The original teaser trailers for Skyrim were, unsurprisingly, less than vague and served more as a means to generate media hype than throw the well established fans any bones, dragon or otherwise. Their goal was achieved within seconds, however, as the social media channels were instantly ablaze with links to YouTube and hurried re-badged postings on various gaming sites. The battle for Skyrim hype was won before it had even started.
With a somewhat limited availability for the first thirty minute preview presentations held at last year’s E3, the rush for placements resulted in some extremely satisfied journalists, along with a great deal more left wanting. Thankfully, we were lucky enough to take our place in the behind-closed-doors walkthrough with Todd Howard as he surprised most of the attendees by opting to showcase their latest endeavour, and their new Creation Engine, on the considerably under-powered Xbox 360 rather than the souped up gaming rig that I, for one, had expected. From that point on, my love of the Elder Scrolls was further reinforced and the game I was most looking forward to for 2011 was, without question, Skyrim.
As is always the case when you first lay hands on something that you’ve been yearning for, be it the latest CD from your favourite band or a greatly anticipated movie, there is more than a smattering of hesitation and the excitement turns to trepidation as questions begin to circle in the mind: “what if the presentation was orchestrated to make the game look better?”, “what if those beautiful textures were actually on a PC with an Xbox controller?”. With copy in hand and a gaming laptop salivating as much as an inanimate collection of components possibly could, the time had come to answer those questions and discover if Skyrim was everything that it had promised to be.
Your journey begins, as you’d expect, with the character creation side of things and, for some reason, the typical hour or so of tweaking to get it just right was instead over within perhaps ten minutes. There weren’t fewer customisation options than with previous games but, for whatever reason, my character reached perfection much quicker than expected, which is probably just as well given the three hundred hours of gameplay being touted by Bethesda. When you’re expected to put in the equivalent of more than eight weeks of working a full time job just to complete a game, you hardly want to spend that much time with a character that never quite ticked all the boxes or waste the best part of a day achieving character satisfaction.

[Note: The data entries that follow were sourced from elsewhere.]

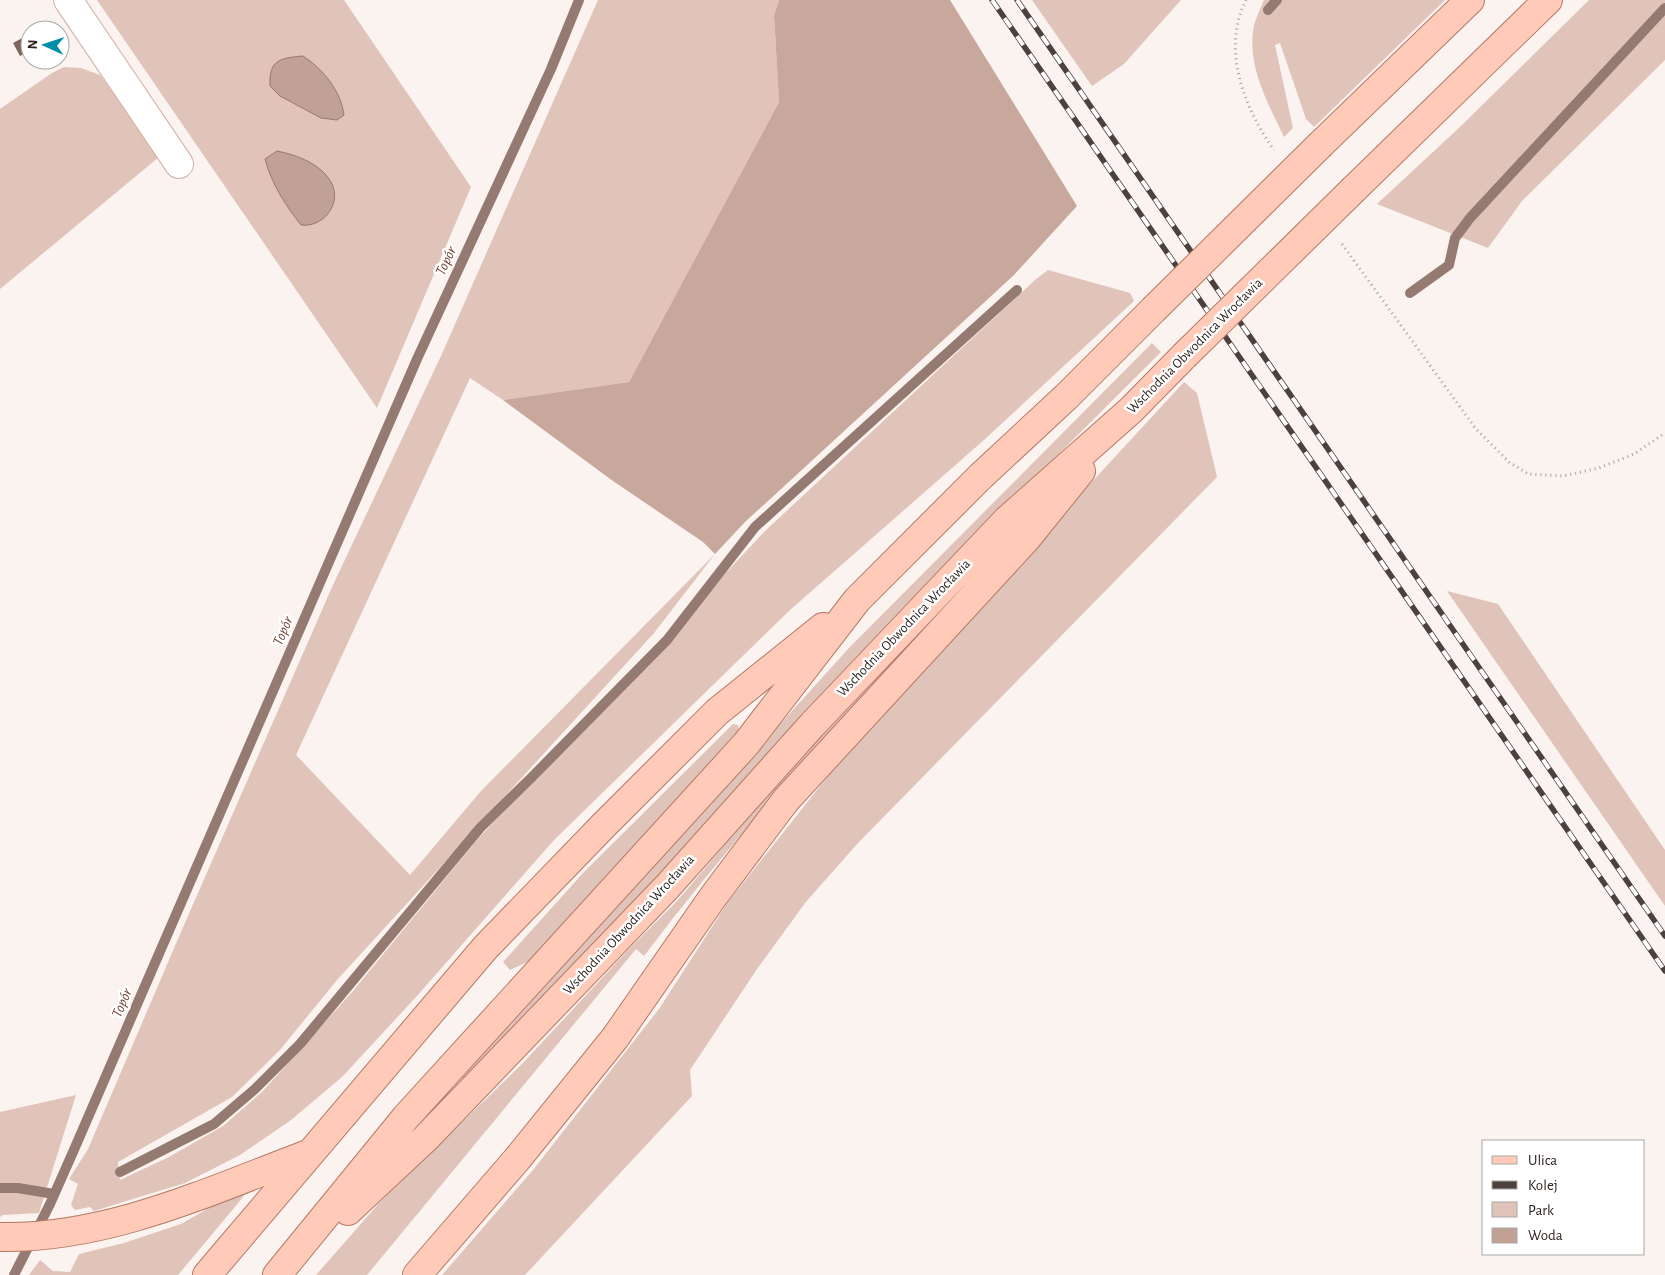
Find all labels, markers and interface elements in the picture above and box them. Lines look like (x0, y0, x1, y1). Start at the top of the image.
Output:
north arrow (20, 20, 70, 70)
text: N (26, 39, 40, 50)
water label: Topór (433, 243, 460, 278)
street label: Wschodnia Obwodnica Wrocławia (1125, 275, 1266, 416)
street label: Wschodnia Obwodnica Wrocławia (835, 556, 974, 699)
water label: Topór (270, 613, 296, 648)
street label: Wschodnia Obwodnica Wrocławia (561, 852, 698, 997)
water label: Topór (109, 985, 135, 1020)
legend (1482, 1140, 1645, 1255)
text: Ulica (1528, 1153, 1557, 1168)
text: Kolej (1528, 1178, 1558, 1193)
text: Park (1528, 1203, 1554, 1218)
text: Woda (1528, 1228, 1563, 1243)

Breaking away from what has become the staple of most modern games, especially those within the RPG genre, Skyrim throws your character into the heart of the action from the start, with no tutorial level in sight. While some may find fault with the lack of initial hand-holding, it served to create a more immersive atmosphere by forcing the player to roll up their sleeves and just get on with it which, let’s be honest, is something that more developers should perhaps consider. With that in mind, the first hour of gameplay need not be spent wearing a sack cloth and fending off enemies with a wooden stick, as the first scene offers a veritable feast of armour and weaponry, making for a much more enjoyable introduction to the snow-capped northern most region of Tamriel.
Aesthetically, the province of Skyrim is quite stunning, although you’d be forgiven for mistaking the under-saturated palette for a bland environment. The truth is, however, that the level of detail and effort that Bethesda have gone to with the architecture and landscaping is incredible and, when you’re fortunate enough to stumble upon an area where the snow has yet to fall, the sheer beauty becomes quickly apparent. As with Bethesda’s previous RPG behemoth, Fallout 3, the somewhat monotone feel will undoubtedly turn some people off if they’re expecting the same sort of eye candy they’d previously enjoyed with the rolling hills and lush valleys of Oblivion but, much like Fallout 3, the tiniest details do make all the difference to the ambience if you pay attention to everything around.

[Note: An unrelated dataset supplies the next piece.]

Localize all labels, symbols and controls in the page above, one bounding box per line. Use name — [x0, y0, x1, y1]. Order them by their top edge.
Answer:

Waterfalls, for example, are not only remarkably lifelike in terms of the realism with the water, but if you happen to take time out to look around on your travels, you may spot a few salmon leaping the falls. For someone who craves such details from a developer, seeing my first salmon leap was perhaps the most significant “wow” moment from the minutiae on display, and it shows how much care and attention is afforded to something which, to most gamers, would be entirely insignificant yet which serves to deliver a much more organic and believable world. How, then, would Bethesda take this world and make it more than just something beautiful to gawk at?

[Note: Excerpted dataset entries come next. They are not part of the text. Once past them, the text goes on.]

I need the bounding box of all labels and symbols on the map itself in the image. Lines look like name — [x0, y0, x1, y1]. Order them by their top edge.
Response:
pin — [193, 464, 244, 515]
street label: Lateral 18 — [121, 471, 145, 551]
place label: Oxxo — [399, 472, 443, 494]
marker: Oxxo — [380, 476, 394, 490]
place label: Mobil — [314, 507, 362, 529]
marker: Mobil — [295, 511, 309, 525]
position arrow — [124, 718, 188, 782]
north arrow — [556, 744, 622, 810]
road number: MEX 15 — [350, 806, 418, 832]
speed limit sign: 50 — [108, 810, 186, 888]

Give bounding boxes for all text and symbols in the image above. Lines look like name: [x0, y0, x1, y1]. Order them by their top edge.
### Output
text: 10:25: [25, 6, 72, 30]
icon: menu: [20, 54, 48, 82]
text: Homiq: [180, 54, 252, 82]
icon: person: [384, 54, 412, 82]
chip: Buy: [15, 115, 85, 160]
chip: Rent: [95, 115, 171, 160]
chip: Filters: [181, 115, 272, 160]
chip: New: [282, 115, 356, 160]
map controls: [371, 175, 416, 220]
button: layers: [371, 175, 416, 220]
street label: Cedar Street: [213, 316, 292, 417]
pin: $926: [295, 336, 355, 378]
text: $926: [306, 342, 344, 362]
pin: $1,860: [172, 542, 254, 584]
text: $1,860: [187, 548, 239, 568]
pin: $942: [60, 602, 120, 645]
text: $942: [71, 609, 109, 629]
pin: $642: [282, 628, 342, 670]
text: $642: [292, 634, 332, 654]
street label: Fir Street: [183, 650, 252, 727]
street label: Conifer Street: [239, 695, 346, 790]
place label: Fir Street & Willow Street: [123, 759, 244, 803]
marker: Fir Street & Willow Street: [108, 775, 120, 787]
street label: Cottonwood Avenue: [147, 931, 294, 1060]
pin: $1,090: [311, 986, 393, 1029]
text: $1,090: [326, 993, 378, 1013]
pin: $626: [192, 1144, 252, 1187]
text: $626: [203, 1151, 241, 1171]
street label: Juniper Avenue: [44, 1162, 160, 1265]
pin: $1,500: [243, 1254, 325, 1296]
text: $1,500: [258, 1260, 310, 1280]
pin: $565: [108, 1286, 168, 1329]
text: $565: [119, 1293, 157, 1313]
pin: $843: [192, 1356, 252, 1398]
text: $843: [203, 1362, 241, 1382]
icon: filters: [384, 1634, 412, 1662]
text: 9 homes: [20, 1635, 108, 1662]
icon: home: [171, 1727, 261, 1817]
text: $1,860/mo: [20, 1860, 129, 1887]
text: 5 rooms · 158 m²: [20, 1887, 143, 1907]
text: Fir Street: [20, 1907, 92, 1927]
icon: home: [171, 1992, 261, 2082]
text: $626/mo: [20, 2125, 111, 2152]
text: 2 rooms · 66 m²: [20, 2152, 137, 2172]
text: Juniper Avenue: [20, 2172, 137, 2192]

One of the first things that hits you with Skyrim, moreso than with other Elder Scrolls titles, is that it’s so much more than just a main questline with a series of guild quests and side quests thrown in to eke out the reported gameplay hours. Where one would expect a collection of non-related missions to appease specific individuals for an eventual rise in the ranks, each of the guilds has its own solid arc with some hefty back story and, for the most part, a satisfyingly meaty conclusion. The questline for the Thieves Guild alone managed to swallow a good twenty hours – longer than most games’ single player campaigns – and never once crossed the line from being genuinely interesting to shoe-horned tedium and, although the ultimate reward from completing this particular quest and returning the Thieves Guild to its former glory wasn’t exactly suitable for my ask-questions-later heavy armour character, it was a joy to follow through to its final conclusion.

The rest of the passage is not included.